Cette thèse est vraiment une perle de l’activité créatrice de la nouvelle opposition. Les camarades de l’opposition s’imaginent qu’on peut gouverner dans un pays rural de telle sorte que la classe ouvrière puisse dominer dans chaque village. Comment peut-on s’imaginer que le prolétariat industriel puisse avoir la majorité dans les soviets ruraux ? Pour s’imaginer une telle chose, il faut avoir véritablement une tête de chou à la place de la tête. (Applaudissements.) Quiconque possède même les connaissances politiques les plus élémentaires comprendra que le pouvoir soviétiste et notre appareil d’Etat constituent un système tout à fait particulier qui se compose, en fait, de plusieurs étages. C’est Zinoviev lui-même qui, à de nombreuses reprises, a parlé avec un grand enthousiasme de la nécessité d’attirer à nous les paysans sans parti. Les attirer où ? Dans les soviets. Est-ce un malheur que des paysans sans parti aient été élus aux soviets ? Pas le moins du monde. Quel est le laboratoire dans lequel nous transformons les paysans, surmontons leur psychologie individualiste, les entraînons derrière nous, les amenons à collaborer avec nous au travail de construction socialiste ? Ce laboratoire, c’est les soviets. On voudrait maintenant faire entrer les paysans dans une chambre obscure et les faire apprendre au moyen de la radiotélégraphie. C’est une pure absurdité. Nous transformons les paysans au moyen du travail pratique, nous les entraînons derrière nous, pour assurer la ligne prolétarienne.

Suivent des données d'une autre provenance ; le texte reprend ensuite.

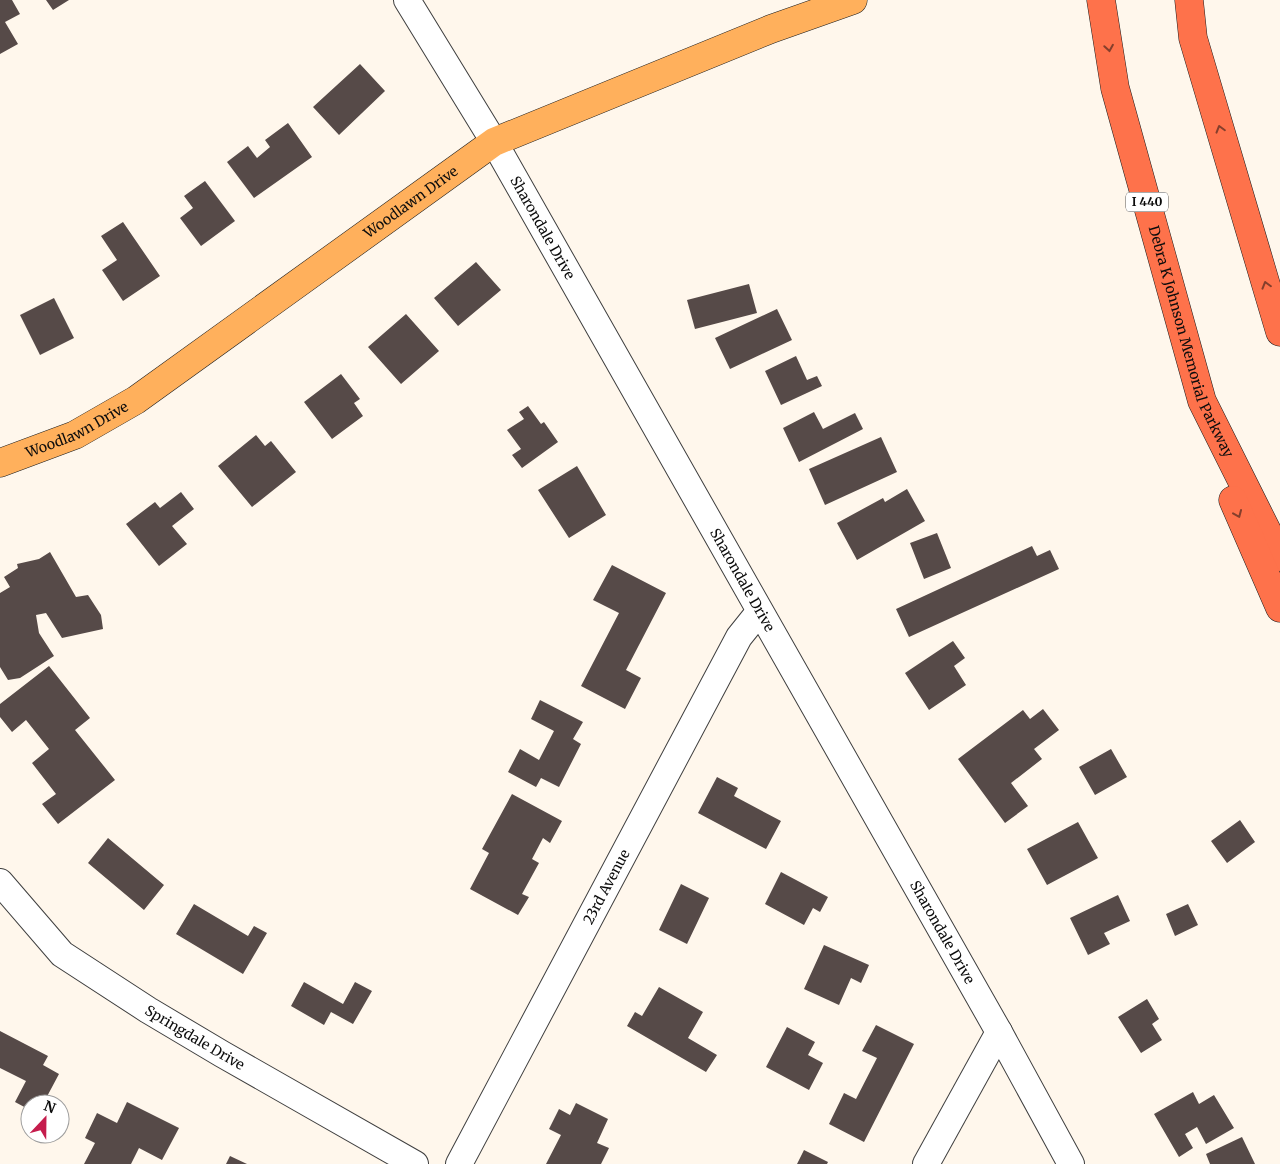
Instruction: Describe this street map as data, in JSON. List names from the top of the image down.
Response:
{
  "streets": {
    "highway": ["I 440", "Debra K Johnson Memorial Parkway"],
    "main road": ["Woodlawn Drive"],
    "street": ["Sharondale Drive", "23rd Avenue", "Springdale Drive"]
  },
  "crossings": [
    ["Woodlawn Drive", "Sharondale Drive"],
    ["Sharondale Drive", "23rd Avenue"]
  ],
  "north": "top"
}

La structure de notre appareil d’Etat est la suivante : il existe des organes supérieurs, moyens et inférieurs. En haut se trouvent des cadres très forts, dirigés par notre parti et dont le noyau est composé de membres du parti. Plus nous descendons vers les organes inférieurs, plus nous y trouvons de sans-parti, et dans les villages nos organes s’appuient sur des paysans sans parti. Nous attirons peu à peu les paysans sans parti, c’est-à-dire une couche au fond petite-bourgeoise, dans les étages inférieurs, couche qui est soumise à une direction prolétarienne. Nous transformons les paysans à notre façon, nous les initions à notre travail, nous leur apprenons à travailler selon les nouvelles méthodes et nous les faisons participer à l’œuvre de construction socialiste. C’est ainsi que s’exprime la direction de la paysannerie par le prolétariat. Et si nous faisons entrer les paysans dans les organes inférieurs du pouvoir soviétiste, c’est là une condition indispensable du rôle dirigeant exercé par le prolétariat sur la paysannerie.

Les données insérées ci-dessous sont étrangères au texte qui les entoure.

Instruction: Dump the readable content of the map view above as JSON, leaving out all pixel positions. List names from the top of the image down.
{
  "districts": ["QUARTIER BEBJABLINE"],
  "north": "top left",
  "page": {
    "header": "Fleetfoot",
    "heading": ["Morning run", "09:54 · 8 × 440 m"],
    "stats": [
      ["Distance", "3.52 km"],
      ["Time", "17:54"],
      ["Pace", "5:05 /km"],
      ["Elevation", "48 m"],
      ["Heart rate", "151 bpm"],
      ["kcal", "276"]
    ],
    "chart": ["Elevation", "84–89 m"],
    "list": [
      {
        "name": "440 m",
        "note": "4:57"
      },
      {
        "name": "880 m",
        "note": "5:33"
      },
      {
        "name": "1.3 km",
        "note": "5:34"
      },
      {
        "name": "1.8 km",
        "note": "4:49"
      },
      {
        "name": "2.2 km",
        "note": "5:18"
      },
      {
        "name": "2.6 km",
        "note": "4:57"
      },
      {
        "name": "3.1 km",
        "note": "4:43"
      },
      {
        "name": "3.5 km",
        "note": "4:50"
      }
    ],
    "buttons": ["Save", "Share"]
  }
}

Pour réfuter les thèses de l’opposition, on peut encore fournir un autre exemple tiré de l’expérience d’un autre pays. Je prends comme exemple l’Angleterre. L’Angleterre, elle aussi, a mené une guerre impérialiste. On sait que le Premier ministre anglais, Lloyd George, a fait entrer dans son cabinet Henderson en qualité de représentant de la classe ouvrière et des syndicats. Il en a été de même dans un certain nombre d’autres pays ? Dites-moi : est-ce qu’un seul marxiste pourrait affirmer que l’Etat anglais était, à cette époque, un Etat bourgeois prolétarien, parce que Henderson était dans le gouvernement ? Naturellement, une telle affirmation serait une idiotie complète. Vous savez qui parlait ainsi : les opportunistes. Ils disaient : maintenant que Henderson est ministre et parce qu’il est ministre, une nouvelle ère a commencé dans le développement du capitalisme ; les ouvriers participent au pouvoir ; par conséquent, l’Etat n’est plus un Etat bourgeois impérialiste, mais quelque chose de tout à fait autre. Au fond, l’opposition apprécie de la même façon la dictature prolétarienne.

Lorsque Lloyd George prit Henderson dans son cabinet, l’Angleterre ne cessa pas un seul instant d’être un Etat bourgeois impérialiste. Pourquoi ? Pour une raison très simple, parce que la bourgeoisie s’était servie de Henderson uniquement pour transformer l’idéologie de la classe ouvrière et la rendre accessible à l’idéologie bourgeoise. Henderson a rempli la tâche qui lui avait été confiée par la bourgeoisie. Celle-ci put, pour un temps, traîner à sa remorque la classe ouvrière, et c’est pourquoi la nomination de Henderson au sein du ministère constituait la chaîne avec laquelle la bourgeoisie traîna après elle la classe ouvrière, sans changer d’un cheveu le caractère de classe de l’Etat bourgeois. Elle traîna à sa remorque son adversaire de classe. Mais la paysannerie, dans sa partie principale, n’est pas pour nous un adversaire de classe ; elle est notre alliée, et si nous la faisons entrer dans l’appareil de notre administration d’Etat, si nous l’amenons à nous, il faut être vraiment une tête de chou pour prétendre que nous n’avons pas pour cela un Etat ouvrier, mais un Etat hybride ouvrier petit- bourgeois, et d’en tirer cette conséquence qu’il faut défendre la ligne purement prolétarienne contre l’Etat soviétiste.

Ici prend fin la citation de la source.